One Media Temple, one Godaddy.

Use

dig TXT _acme-challenge.reshft.com. @64.207.128.246
dig TXT _acme-challenge.reshft.com. @70.32.65.137

to check both raw ip addresses.

nathanmal · June 2, 2020, 6:19pm

Okay thanks for the info, I updated the TXT record again and waited to propagate

I checked the DNS propagation tool, then did what you suggested

dig TXT _acme-challenge.reshft.com. @70.32.65.137 +short
“OhmdVseFcrHw3ntmBTXzwQ8ghpiEFjmjpq7XHzjkIE”

dig TXT _acme-challenge.reshft.com. @64.207.128.246 +short
“OhmdVseFcrHw3ntmBTXzwQ8ghpiEFjmjpq7XHzjkIE”

Both nameservers report the new string

but again, when I go to reload the certificate validation in Plesk, still getting the same message

Details

Invalid response from https://acme-v02.api.letsencrypt.org/acme/authz-v3/4976680406.

Details:

Type: urn:ietf:params:acme:error:unauthorized

Status: 403

Detail: Incorrect TXT record “Pv1ftqoljAI3mrHgKxrtMuEC9gW-MchJ9TANVogLc00” found at _acme-challenge.reshft.com

I’ve changed the record a few times now, and still it see the old old one.

What do the EDNS errors mean?
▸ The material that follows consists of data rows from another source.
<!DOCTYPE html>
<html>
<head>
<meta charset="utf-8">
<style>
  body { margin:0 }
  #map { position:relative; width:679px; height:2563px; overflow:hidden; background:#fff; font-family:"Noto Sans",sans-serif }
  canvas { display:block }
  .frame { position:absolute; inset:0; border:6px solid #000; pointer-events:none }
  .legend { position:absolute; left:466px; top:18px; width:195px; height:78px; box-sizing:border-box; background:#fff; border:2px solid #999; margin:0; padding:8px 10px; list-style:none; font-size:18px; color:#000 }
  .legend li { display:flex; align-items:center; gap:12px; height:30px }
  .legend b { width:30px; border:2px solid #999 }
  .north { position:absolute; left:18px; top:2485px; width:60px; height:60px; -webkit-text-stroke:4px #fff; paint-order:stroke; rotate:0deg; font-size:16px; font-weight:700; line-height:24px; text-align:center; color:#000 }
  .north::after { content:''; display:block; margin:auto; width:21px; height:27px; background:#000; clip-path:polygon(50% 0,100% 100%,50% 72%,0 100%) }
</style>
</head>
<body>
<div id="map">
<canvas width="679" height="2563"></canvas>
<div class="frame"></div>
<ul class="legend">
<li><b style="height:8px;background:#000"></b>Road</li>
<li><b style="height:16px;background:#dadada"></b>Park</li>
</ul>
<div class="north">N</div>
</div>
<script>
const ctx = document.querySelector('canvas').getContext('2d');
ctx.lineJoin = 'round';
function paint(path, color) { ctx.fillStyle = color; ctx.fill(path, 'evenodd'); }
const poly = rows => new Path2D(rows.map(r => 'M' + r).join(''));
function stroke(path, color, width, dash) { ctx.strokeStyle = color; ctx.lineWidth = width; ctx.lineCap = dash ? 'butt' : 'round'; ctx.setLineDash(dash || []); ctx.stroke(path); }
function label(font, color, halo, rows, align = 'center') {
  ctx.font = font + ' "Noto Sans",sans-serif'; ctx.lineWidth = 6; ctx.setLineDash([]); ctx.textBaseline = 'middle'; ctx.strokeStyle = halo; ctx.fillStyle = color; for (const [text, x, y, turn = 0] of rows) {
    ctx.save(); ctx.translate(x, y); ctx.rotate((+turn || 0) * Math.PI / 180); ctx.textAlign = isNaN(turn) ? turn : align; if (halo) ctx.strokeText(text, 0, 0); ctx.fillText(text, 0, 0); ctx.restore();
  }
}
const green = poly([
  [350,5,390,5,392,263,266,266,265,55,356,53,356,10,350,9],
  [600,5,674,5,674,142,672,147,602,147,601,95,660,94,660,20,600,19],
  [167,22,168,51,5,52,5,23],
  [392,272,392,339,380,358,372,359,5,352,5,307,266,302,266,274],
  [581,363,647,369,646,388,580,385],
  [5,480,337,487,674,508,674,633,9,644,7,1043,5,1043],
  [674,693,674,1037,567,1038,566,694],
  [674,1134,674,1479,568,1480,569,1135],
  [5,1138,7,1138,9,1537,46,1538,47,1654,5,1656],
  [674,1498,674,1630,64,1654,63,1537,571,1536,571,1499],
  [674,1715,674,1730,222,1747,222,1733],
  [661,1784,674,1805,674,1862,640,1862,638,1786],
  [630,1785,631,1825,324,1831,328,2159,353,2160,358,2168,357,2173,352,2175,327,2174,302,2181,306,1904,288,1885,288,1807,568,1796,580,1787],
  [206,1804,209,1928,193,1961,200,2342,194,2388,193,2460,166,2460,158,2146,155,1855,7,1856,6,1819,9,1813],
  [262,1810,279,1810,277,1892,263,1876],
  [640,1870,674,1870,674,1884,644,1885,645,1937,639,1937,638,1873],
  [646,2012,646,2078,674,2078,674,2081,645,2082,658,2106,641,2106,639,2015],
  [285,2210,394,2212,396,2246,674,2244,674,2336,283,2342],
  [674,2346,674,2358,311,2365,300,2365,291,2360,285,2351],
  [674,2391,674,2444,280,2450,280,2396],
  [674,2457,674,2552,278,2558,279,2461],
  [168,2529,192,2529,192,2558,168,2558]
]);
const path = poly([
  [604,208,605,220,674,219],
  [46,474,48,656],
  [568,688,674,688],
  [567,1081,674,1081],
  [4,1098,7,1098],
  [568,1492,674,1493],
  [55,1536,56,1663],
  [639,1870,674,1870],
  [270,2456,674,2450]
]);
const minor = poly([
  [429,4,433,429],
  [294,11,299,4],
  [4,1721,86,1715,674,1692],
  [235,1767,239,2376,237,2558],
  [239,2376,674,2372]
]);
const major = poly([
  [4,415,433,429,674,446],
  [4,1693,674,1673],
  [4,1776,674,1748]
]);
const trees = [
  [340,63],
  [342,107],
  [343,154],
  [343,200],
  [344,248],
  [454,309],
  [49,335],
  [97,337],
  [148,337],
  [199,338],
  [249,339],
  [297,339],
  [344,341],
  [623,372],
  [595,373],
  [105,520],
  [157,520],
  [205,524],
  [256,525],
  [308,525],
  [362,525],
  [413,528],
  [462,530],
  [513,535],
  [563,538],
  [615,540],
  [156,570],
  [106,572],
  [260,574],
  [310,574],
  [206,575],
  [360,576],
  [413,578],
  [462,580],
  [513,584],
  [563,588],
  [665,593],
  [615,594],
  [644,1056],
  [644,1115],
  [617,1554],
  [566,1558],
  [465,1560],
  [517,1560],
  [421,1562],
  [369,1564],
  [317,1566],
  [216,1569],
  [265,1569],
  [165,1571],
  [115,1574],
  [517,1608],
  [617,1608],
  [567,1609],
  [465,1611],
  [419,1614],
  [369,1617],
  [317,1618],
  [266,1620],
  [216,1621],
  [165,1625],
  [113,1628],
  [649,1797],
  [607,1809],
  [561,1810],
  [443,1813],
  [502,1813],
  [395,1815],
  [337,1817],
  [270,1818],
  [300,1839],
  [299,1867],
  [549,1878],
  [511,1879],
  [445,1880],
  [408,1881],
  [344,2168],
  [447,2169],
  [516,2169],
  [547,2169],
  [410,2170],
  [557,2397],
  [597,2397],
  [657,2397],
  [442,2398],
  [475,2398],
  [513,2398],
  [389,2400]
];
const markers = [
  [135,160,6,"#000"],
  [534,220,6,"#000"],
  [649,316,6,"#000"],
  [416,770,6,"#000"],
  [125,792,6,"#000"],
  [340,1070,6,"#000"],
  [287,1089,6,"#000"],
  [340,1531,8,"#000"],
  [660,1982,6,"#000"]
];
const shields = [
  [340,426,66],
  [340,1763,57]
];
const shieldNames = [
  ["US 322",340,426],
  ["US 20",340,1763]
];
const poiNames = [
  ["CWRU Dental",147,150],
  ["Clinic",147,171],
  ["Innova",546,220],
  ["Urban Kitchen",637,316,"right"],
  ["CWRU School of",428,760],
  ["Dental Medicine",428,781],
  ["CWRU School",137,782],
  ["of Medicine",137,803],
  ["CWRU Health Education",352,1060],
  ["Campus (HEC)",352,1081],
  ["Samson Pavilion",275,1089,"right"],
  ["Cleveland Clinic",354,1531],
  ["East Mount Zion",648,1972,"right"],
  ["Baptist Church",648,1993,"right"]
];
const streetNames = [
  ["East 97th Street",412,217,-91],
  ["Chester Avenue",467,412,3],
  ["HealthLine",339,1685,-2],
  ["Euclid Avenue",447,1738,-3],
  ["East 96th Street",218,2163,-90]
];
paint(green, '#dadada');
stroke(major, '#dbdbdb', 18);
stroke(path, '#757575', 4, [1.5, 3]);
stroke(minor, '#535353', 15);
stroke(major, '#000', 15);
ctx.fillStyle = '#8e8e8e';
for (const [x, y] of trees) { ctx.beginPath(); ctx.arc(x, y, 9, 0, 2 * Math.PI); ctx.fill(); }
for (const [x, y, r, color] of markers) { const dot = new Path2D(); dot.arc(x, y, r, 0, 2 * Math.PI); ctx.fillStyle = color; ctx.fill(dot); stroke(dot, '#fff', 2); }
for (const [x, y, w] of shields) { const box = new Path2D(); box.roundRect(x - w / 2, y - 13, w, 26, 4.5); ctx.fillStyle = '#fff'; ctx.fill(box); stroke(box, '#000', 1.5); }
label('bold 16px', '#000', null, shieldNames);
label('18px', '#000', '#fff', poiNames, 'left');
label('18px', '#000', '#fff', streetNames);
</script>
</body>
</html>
Could that be blocking validation?

thanks again

JuergenAuer · June 2, 2020, 6:39pm

I see it. And I don't understand it.

There is no blocking, Letsencrypt reports a wrong value.

And you don't have a CNAME or a wildcard definition.

Only idea. These mediatemple name servers have a curious caching.

nathanmal · June 3, 2020, 6:33pm

Juergen, thanks for all your help. Mediatemple did a system migration on my server and enabled the LE cert. They didn’t specify what the issue was which is a bit annoying as I was hoping this thread could help others in my situation, but at least it’s working now.

thanks again!

n

system · July 3, 2020, 6:33pm

This topic was automatically closed 30 days after the last reply. New replies are no longer allowed.